* Exercise
Counting the line with "inset:0; background:#fbcdaa; transform-origin:0" as the last one, copy out the lines of the data exactly from the first onward.

#### Provided data

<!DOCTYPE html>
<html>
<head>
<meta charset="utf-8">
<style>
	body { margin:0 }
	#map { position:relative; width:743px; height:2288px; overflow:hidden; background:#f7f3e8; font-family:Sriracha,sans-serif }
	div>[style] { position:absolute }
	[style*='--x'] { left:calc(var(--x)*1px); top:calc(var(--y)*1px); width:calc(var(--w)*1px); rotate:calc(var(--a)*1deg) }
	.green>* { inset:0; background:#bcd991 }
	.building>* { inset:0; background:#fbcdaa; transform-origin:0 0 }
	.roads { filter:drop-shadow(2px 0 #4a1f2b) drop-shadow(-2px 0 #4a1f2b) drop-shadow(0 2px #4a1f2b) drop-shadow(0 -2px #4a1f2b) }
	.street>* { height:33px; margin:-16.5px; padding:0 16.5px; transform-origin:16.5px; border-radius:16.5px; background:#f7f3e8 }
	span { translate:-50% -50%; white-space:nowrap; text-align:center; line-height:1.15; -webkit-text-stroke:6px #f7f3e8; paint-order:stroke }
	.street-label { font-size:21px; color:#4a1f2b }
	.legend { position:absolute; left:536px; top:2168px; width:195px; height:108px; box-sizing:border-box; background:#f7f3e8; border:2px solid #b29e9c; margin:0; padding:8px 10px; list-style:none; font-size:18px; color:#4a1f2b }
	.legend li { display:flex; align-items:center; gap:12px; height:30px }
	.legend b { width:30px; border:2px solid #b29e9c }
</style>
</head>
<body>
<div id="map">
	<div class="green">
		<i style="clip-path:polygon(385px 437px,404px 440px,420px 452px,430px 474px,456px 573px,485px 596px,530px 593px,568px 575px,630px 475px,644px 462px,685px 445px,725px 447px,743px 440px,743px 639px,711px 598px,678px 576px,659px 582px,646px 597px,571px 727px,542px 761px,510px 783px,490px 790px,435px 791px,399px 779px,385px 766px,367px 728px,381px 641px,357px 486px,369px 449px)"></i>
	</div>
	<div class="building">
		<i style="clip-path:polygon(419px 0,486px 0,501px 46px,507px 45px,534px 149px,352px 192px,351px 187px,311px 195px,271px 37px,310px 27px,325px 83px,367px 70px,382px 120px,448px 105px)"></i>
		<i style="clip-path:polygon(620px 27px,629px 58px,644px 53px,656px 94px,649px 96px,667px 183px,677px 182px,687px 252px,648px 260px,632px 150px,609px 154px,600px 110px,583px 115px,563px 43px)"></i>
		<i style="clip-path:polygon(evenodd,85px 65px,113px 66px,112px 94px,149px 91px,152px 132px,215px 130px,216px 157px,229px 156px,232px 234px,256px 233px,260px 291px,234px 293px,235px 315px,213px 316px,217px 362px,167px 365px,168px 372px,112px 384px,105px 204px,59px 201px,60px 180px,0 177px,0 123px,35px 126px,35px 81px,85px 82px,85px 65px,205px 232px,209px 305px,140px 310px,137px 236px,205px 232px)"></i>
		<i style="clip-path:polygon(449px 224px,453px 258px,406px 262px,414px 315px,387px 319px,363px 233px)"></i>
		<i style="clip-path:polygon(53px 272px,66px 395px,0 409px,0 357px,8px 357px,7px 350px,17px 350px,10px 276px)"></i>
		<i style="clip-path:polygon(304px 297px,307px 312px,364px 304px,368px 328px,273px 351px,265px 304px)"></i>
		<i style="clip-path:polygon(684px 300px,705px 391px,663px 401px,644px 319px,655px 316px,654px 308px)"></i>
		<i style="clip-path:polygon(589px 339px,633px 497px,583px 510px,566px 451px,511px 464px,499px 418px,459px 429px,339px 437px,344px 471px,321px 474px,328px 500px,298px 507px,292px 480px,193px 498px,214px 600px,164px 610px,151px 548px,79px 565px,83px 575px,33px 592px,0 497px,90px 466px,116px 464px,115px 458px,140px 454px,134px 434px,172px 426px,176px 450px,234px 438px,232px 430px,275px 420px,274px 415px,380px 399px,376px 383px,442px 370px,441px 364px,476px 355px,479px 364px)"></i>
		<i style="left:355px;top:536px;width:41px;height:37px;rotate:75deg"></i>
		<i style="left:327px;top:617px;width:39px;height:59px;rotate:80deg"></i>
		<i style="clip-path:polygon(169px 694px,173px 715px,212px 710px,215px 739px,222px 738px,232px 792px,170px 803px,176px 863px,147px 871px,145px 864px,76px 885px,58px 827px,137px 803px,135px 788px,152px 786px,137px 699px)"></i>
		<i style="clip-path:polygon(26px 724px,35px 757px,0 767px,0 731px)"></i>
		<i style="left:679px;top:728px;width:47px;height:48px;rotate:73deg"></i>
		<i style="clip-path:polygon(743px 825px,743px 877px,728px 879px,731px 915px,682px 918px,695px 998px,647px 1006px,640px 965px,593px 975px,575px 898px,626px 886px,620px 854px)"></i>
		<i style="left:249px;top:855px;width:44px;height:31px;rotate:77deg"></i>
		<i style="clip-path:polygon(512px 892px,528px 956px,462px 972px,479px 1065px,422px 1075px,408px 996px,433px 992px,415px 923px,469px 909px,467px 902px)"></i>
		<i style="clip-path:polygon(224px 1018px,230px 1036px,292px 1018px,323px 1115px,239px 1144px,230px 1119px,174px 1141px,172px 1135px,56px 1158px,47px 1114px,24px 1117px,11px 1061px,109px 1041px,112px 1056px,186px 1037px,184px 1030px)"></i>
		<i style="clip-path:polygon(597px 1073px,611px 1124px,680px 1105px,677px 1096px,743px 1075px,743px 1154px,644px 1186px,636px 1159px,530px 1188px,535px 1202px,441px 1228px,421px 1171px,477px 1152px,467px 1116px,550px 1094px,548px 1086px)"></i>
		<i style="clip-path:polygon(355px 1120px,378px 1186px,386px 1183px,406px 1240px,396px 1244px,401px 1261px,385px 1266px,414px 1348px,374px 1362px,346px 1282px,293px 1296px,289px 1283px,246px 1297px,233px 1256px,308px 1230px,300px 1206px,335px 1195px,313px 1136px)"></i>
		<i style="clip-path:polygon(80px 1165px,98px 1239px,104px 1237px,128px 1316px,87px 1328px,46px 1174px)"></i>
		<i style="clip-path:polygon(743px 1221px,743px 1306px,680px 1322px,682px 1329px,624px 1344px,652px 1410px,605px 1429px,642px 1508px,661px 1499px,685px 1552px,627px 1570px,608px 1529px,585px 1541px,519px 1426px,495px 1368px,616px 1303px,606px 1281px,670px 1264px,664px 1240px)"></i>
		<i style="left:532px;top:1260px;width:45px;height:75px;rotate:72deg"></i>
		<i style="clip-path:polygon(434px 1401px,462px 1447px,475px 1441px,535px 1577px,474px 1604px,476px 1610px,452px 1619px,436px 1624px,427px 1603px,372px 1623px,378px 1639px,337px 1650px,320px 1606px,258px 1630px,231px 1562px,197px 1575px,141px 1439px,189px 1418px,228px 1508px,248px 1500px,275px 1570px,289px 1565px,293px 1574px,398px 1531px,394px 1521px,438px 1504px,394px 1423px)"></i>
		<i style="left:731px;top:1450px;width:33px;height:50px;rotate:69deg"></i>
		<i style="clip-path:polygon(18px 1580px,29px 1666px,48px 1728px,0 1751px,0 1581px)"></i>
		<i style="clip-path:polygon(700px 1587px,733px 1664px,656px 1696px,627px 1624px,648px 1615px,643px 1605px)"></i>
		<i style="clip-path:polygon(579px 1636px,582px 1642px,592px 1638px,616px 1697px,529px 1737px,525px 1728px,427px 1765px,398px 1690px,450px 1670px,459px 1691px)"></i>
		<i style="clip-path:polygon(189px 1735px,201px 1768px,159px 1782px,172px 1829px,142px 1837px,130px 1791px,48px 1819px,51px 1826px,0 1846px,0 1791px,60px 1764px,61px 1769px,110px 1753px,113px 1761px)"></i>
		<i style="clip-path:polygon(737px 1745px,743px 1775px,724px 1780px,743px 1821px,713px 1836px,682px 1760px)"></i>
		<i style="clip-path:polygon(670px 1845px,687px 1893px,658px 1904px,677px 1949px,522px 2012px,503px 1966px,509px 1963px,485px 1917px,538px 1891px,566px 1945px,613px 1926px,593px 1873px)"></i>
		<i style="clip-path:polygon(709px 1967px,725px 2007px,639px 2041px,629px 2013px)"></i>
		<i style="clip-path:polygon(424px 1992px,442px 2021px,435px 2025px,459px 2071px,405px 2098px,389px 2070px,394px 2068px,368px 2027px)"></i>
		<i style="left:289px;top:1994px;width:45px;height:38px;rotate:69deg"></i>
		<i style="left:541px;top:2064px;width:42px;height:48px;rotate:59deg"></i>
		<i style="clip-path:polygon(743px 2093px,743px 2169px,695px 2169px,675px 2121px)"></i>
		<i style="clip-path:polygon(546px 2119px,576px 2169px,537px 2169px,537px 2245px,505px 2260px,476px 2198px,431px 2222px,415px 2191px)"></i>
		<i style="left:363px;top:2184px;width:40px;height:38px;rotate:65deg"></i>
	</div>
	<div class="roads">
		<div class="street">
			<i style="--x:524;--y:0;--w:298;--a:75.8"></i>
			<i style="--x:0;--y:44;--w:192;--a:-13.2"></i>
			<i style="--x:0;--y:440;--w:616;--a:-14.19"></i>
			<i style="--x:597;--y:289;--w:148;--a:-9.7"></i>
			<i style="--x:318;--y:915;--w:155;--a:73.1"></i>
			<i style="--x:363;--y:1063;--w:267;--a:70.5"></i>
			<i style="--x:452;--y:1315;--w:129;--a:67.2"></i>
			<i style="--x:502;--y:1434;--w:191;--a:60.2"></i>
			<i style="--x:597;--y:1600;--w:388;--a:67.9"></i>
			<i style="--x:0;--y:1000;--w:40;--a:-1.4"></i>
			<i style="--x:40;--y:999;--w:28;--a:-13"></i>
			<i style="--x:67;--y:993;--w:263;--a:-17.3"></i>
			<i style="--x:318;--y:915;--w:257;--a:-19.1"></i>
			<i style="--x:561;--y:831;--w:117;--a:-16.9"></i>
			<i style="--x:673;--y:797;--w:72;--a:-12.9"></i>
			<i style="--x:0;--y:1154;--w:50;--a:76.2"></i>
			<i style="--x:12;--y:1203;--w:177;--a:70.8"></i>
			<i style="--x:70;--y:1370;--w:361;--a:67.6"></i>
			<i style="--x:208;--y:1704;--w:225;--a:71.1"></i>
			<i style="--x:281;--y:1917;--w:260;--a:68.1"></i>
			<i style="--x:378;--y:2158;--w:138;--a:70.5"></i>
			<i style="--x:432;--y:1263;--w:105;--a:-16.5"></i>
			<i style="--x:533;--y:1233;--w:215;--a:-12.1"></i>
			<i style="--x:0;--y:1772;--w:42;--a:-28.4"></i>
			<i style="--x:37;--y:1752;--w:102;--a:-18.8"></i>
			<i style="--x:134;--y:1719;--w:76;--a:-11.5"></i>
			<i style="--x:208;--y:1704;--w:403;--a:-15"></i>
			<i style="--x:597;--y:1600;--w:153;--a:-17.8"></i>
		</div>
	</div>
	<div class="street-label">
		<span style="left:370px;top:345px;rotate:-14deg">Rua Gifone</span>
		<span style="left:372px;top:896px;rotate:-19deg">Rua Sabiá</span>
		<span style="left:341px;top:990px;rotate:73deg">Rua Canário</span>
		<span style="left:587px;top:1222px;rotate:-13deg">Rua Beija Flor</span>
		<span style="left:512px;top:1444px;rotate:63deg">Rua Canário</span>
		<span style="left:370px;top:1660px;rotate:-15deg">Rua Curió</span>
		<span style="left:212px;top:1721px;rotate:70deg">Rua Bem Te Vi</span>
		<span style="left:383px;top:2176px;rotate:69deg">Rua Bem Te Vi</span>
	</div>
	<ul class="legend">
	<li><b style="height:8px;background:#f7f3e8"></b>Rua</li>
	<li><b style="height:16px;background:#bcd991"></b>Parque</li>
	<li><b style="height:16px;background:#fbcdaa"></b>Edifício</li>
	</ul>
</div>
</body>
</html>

########

* Reply
<!DOCTYPE html>
<html>
<head>
<meta charset="utf-8">
<style>
	body { margin:0 }
	#map { position:relative; width:743px; height:2288px; overflow:hidden; background:#f7f3e8; font-family:Sriracha,sans-serif }
	div>[style] { position:absolute }
	[style*='--x'] { left:calc(var(--x)*1px); top:calc(var(--y)*1px); width:calc(var(--w)*1px); rotate:calc(var(--a)*1deg) }
	.green>* { inset:0; background:#bcd991 }
	.building>* { inset:0; background:#fbcdaa; transform-origin:0 0 }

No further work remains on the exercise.